7) Define PartitionResolver to use dataregion's bucket id as routing object, which will guarantee the index bucket region will be the same bucket id as the dataregion's bucket region's even when dataregion has its own customer-defined PartitionResolver. We don't nedd to define PartitionResolver on dataregion. 
 
8) Define AEQ with multiple dispatcher threads and order-policy=partition. That will group events by bucket id into different dispatcher queues. Each dispatcher thread will call our AEQ listener to process events for one or more buckets. Each event will be processed to be Document and write into ChunkRegion via GeodeDirectory. We don't need lock for GeodeDirectory, since only one thread will process one bucket's events. 
 
9) If dataregion is a replicated region, then define AEQ with single dispatcher thread. 
 
10) Register the newly created LuceneIndex into LuceneService. The registration step will also publish the meta data into the "lucene_meta_region" which is a persistent replicate region, then other JVM will know a new luceneIndex with these meta data was created. All the members should have a LuceneService instance with the same LuceneIndex definition.

Processing Queries
 

Partitioned regions

In the case of partitioned regions, the query must be sent out to all of the primaries.
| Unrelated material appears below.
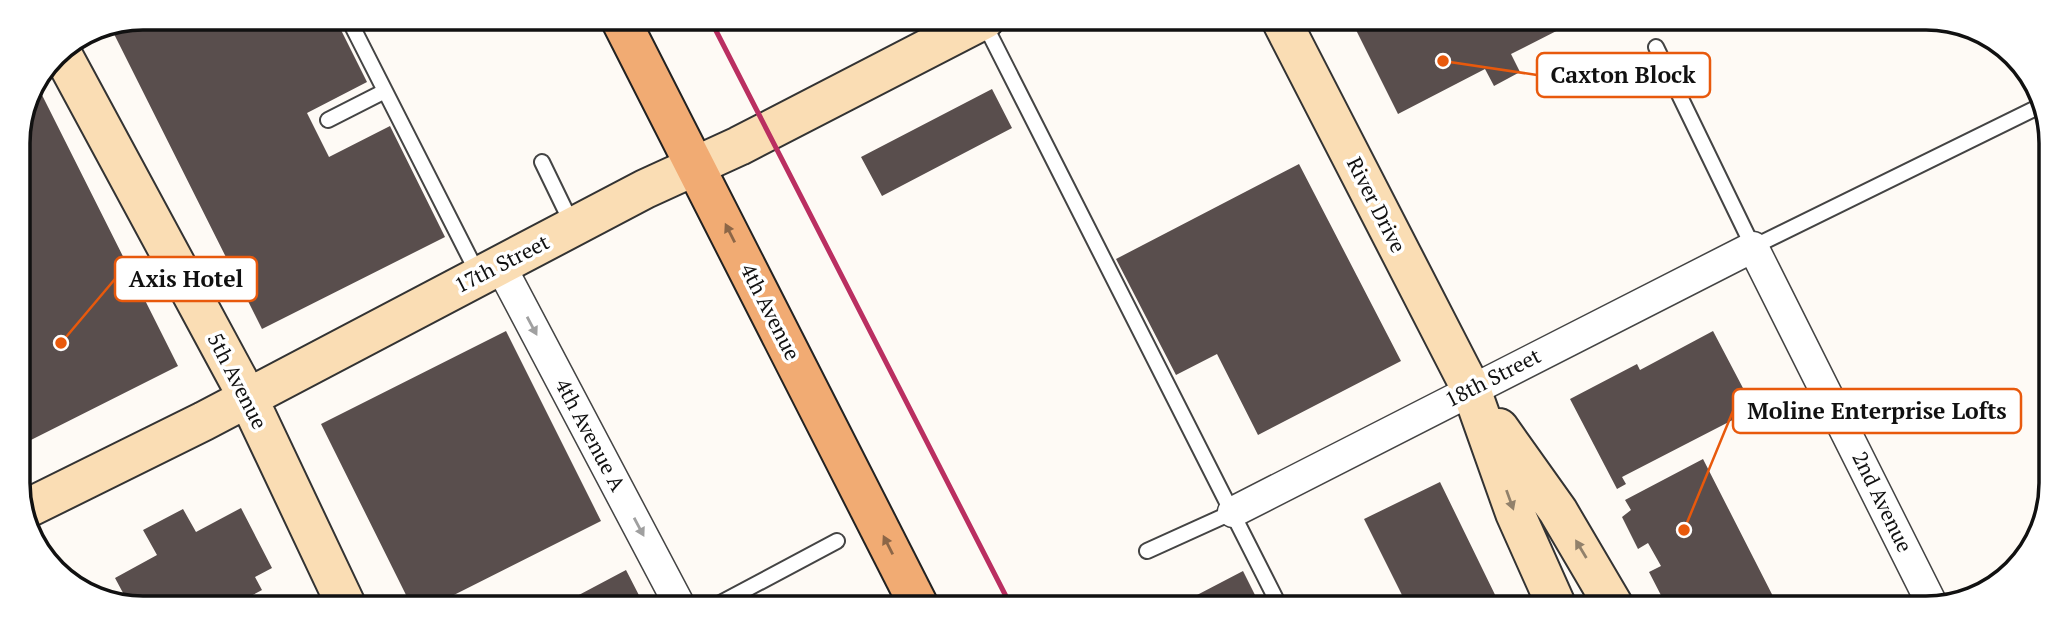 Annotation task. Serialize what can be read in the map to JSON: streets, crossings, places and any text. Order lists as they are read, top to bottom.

The results will then need to be aggregated back together. We are still investigating options for how to aggregate the data, see Text Search Aggregation Options.

Replicated regions

TBD

Result collection and paging

The ResultSet will support pagination mechanism to retrieve the results. All the keys are aggregated at the query executor node (client or peer); and getAll is used to fetch the values according to page size.